Guatemala’s balancing act: Navigating US relations in a chaotic world

GUATEMALA CITY (AP) — Guatemala President Bernardo Arévalo said Thursday that after the United States’ removal of Venezuela’s president, his country, which has also felt the sting of U.S. intervention, is focused on maintaining what he described as a “good” relationship with the U.S., while working to support international law and peaceful dispute resolution.

“The world in general is experiencing a phase of disorder, disorder in the sense that the norms of the old order are breaking,” Arévalo said in an interview with The Associated Press. “The problem is how do we recover that sense of order to get the world to fit together again.”

Arévalo was born in Uruguay, where his father, former Guatemalan President Juan José Arévalo, was in exile four years after the CIA precipitated a 1954 coup that forced out Guatemalan President Jacobo Arbenz. Military dictatorships and decades of civil war followed.

Before taking office two years ago, Arévalo worked in international dispute resolution.
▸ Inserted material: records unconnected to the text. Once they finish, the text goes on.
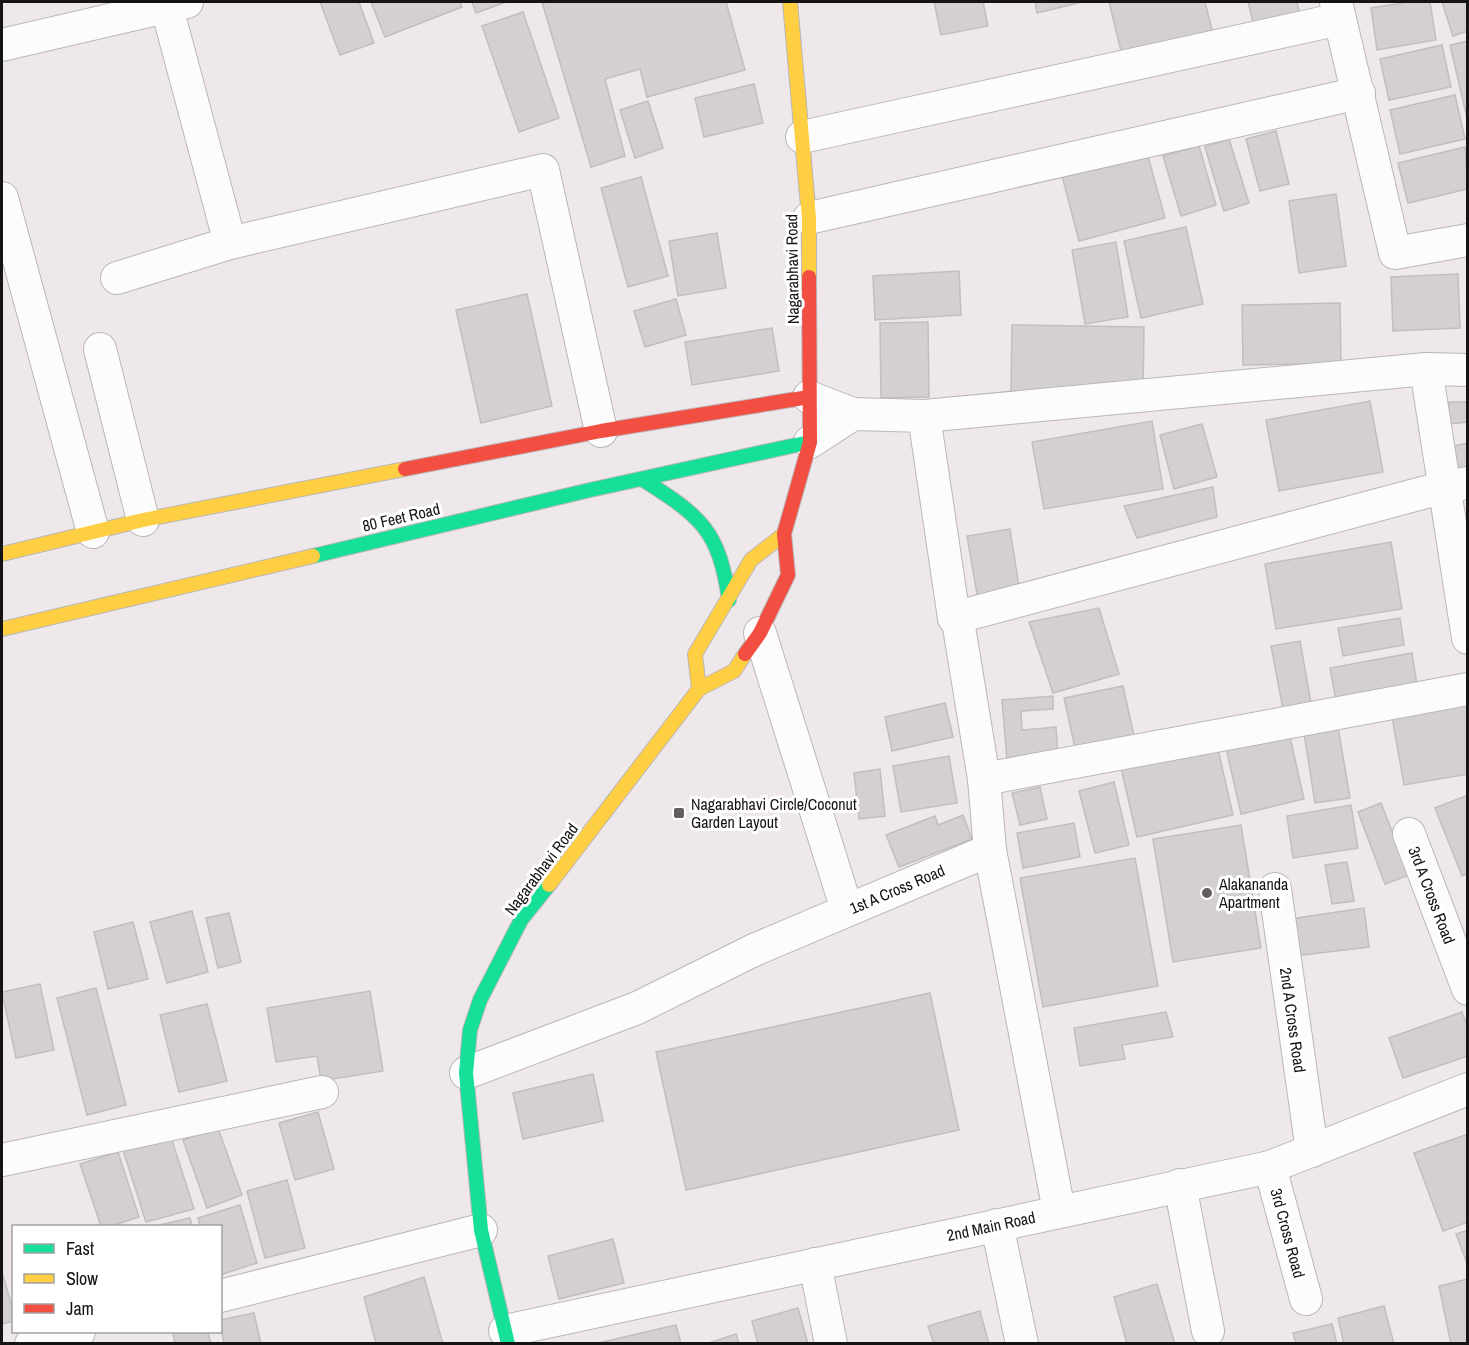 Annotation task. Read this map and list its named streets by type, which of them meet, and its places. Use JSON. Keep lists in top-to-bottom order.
{
  "streets": {
    "main road": ["Nagarabhavi Road", "80 Feet Road"],
    "street": [
      "1st A Cross Road",
      "3rd A Cross Road",
      "2nd A Cross Road",
      "2nd Main Road",
      "3rd Cross Road"
    ]
  },
  "crossings": [
    ["Nagarabhavi Road", "80 Feet Road"],
    ["Nagarabhavi Road", "1st A Cross Road"],
    ["Nagarabhavi Road", "2nd Main Road"],
    ["2nd A Cross Road", "2nd Main Road"],
    ["2nd Main Road", "3rd Cross Road"]
  ],
  "places": {
    "transit": ["Nagarabhavi Circle/Coconut Garden Layout"],
    "other": ["Alakananda Apartment"]
  },
  "legend": ["Fast", "Slow", "Jam"]
}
Like Guatemala’s neighbor Mexico, Arévalo is walking a fine line of eagerly cooperating with the United States on shared interests like combating drug trafficking while trying to preserve its sovereignty at a moment that the Trump administration is threatening more interventions.

“We have right now a level of relations so strong and strategic that we don’t even consider that scenario,” he said.